Problem requirements:
All lines of the material below that include the string "fabs" are to be copied.
───── Data under study ─────
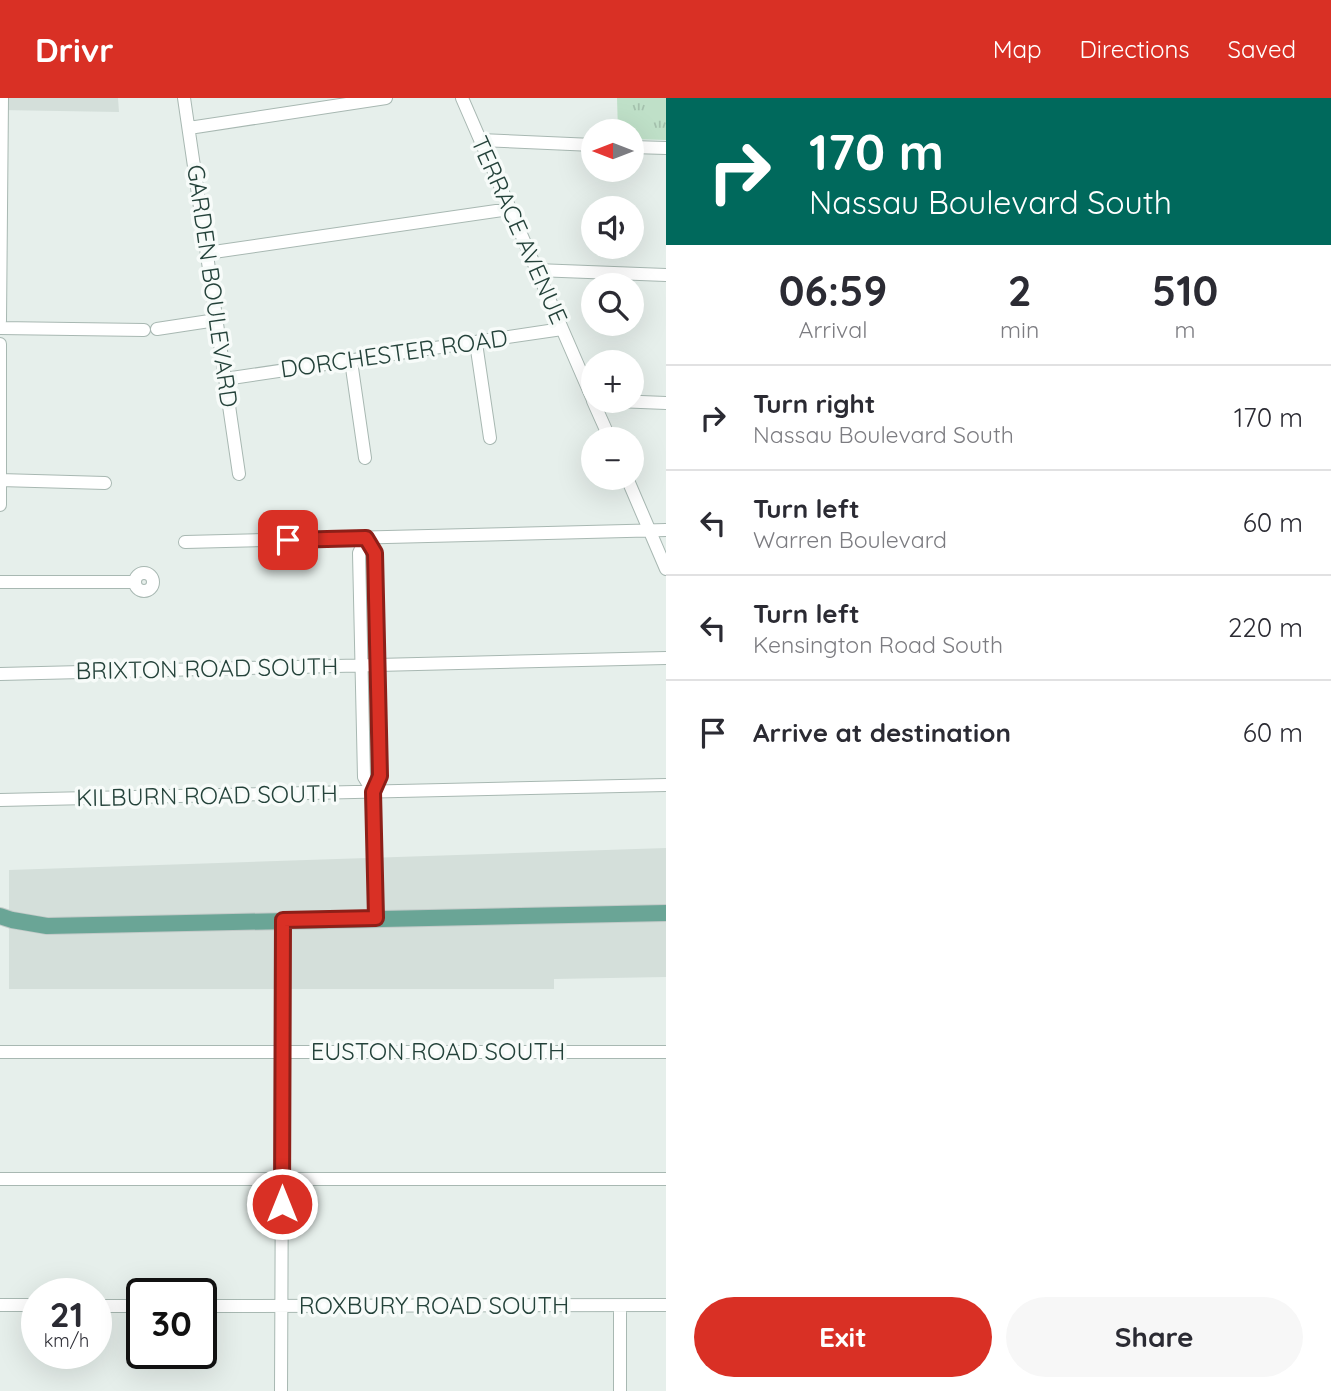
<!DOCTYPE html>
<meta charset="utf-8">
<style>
:root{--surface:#fff;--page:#f7f7f7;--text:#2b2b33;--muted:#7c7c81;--line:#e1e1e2;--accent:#d93025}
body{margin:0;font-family:Quicksand,sans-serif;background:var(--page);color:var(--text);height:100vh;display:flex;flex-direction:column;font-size:26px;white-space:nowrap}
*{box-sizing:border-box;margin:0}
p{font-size:23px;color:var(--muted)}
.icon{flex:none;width:38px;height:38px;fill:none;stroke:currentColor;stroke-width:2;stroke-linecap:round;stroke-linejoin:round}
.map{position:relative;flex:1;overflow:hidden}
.details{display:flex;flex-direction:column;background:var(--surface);width:665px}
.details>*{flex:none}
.banner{background:#00695c;color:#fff;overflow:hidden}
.needle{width:46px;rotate:270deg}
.fabs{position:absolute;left:581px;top:21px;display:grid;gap:14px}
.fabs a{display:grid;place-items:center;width:63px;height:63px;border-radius:50%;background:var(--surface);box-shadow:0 7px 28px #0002;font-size:35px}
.speed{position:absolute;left:21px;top:1180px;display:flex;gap:14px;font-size:35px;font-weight:700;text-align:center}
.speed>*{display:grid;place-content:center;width:91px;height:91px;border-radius:50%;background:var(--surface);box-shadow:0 7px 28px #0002;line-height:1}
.speed small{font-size:18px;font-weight:400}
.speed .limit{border:4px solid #111;border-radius:10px;background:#fff;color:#111}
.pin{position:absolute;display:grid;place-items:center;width:60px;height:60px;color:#fff;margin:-30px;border-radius:14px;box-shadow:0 4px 10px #0006}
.me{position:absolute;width:77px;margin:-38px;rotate:0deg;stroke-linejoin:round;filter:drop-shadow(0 0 5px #0008)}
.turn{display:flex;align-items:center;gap:24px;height:147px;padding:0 28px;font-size:32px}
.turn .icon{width:91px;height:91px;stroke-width:2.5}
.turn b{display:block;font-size:49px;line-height:60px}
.eta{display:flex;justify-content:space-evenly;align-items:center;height:119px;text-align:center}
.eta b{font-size:42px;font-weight:700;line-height:49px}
.primary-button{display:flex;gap:14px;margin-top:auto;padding:14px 28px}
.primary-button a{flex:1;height:80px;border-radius:42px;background:var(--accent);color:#fff;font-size:28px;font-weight:700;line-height:80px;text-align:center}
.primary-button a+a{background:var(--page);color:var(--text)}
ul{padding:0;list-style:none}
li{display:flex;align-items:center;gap:21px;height:105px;padding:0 28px;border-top:2px solid var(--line)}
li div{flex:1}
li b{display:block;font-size:26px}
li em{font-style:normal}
header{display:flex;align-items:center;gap:42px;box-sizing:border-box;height:98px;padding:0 35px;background:var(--accent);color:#fff}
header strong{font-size:33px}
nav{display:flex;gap:38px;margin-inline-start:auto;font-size:24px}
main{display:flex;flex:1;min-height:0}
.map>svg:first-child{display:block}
.built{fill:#d4dfda}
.grass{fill:#bfe0c8}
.park{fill:url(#park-tufts)}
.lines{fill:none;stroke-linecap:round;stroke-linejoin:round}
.minor-casing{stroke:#a8b8b2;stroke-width:14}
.major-casing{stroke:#c2cac8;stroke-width:18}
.minor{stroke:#fff;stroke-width:12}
.major{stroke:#6aa596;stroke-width:16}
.route-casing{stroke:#8d1f18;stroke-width:18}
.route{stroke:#d93025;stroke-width:12}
.labels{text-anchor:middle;stroke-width:7;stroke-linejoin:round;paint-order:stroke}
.street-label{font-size:24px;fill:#24423a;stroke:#f7fbf9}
</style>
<header>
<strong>Drivr</strong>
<nav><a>Map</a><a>Directions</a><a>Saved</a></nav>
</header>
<main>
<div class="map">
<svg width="666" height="1293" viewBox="0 0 666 1293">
<defs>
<pattern id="park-tufts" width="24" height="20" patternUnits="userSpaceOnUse" patternTransform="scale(1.75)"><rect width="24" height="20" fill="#bfe0c8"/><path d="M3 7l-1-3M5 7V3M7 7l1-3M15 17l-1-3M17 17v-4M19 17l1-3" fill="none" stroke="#a4c1ad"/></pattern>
</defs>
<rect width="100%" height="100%" fill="#e6efeb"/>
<path class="built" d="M0,0H118L119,14L0,12Z
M666,750V879L554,881V891H9V772Z"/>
<path class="grass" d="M366,440L375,455L380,678L373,694L364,679L359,455Z"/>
<path class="park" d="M617,0H666V42L632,41V33H618Z"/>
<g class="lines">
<defs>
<path id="minor" d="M184,0L239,376
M462,0L593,302
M189,30L386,0
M480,42L593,47
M632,49L666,50
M207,155L510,111
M536,172L666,177
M0,223L2,0
M0,230L144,232
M157,231L216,222
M476,245L490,340
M0,246V407
M351,263L365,360
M225,281L562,231
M593,303L610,341
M616,303L666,305
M627,380L666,471
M0,382L105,385
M366,440L375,455L380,678L373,694L376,820
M366,440L359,455L364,679L373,694
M185,444L666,432
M135 484a9 9 0 1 1 18 0a9 9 0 1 1-18 0Z
M0,484H135
M0,576L666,560
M0,702L666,687
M0,954H666
M0,1081H666
M0,1207H37
M96,1208H142
M201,1208L666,1207
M620,1208V1293
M281,1293L283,822"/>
<path id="major" d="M0,818L12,822L47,828L666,815"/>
</defs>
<use href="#minor" class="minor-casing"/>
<use href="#major" class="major-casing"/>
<use href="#minor" class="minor"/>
<use href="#major" class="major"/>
</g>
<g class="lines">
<defs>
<path id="route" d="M282,1106L283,822L376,820L373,694L380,678L375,455L366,440L288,442"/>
</defs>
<use href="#route" class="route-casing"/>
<use href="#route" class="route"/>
</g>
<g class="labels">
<g class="street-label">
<text transform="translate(519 132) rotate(66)" y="8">TERRACE AVENUE</text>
<text transform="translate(212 188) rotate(82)" y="8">GARDEN BOULEVARD</text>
<text transform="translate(394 256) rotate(-8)" y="8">DORCHESTER ROAD</text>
<text transform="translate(207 571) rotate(-1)" y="8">BRIXTON ROAD SOUTH</text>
<text transform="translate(207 698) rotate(-1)" y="8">KILBURN ROAD SOUTH</text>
<text x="438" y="962">EUSTON ROAD SOUTH</text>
<text x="434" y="1216">ROXBURY ROAD SOUTH</text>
</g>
</g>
</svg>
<div class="fabs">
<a><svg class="needle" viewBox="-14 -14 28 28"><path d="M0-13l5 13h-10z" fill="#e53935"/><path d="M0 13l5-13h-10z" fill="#7c7c81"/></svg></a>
<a><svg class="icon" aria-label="sound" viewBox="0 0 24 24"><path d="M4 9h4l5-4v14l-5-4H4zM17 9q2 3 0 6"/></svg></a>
<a><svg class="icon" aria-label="search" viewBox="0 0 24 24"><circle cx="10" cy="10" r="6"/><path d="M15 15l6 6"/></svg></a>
<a>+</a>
<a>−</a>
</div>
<div class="speed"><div>21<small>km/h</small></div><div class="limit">30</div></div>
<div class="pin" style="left:288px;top:442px;background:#d93025"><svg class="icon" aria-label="arrive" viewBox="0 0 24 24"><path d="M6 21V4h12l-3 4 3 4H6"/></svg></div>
<svg class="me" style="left:282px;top:1106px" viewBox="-20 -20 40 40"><circle r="17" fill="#d93025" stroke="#fff" stroke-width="3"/><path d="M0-11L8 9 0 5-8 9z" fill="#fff"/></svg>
</div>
<section class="details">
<div class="banner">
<div class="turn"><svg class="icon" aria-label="right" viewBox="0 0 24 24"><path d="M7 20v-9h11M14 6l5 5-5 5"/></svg><div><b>170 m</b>Nassau Boulevard South</div></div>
</div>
<div class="eta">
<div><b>06:59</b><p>Arrival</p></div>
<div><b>2</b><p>min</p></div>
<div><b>510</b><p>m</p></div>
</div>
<ul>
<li><svg class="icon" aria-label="right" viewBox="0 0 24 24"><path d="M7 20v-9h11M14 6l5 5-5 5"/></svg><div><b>Turn right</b><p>Nassau Boulevard South</p></div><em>170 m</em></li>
<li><svg class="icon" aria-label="left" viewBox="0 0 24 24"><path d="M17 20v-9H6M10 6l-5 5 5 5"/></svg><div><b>Turn left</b><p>Warren Boulevard</p></div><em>60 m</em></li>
<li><svg class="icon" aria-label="left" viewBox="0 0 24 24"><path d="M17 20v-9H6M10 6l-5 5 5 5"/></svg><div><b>Turn left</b><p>Kensington Road South</p></div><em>220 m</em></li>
<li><svg class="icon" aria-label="arrive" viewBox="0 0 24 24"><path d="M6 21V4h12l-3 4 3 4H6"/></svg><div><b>Arrive at destination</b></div><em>60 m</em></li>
</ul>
<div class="primary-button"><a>Exit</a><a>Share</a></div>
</section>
</main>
─────
Task output:
.fabs{position:absolute;left:581px;top:21px;display:grid;gap:14px}
.fabs a{display:grid;place-items:center;width:63px;height:63px;border-radius:50%;background:var(--surface);box-shadow:0 7px 28px #0002;font-size:35px}
<div class="fabs">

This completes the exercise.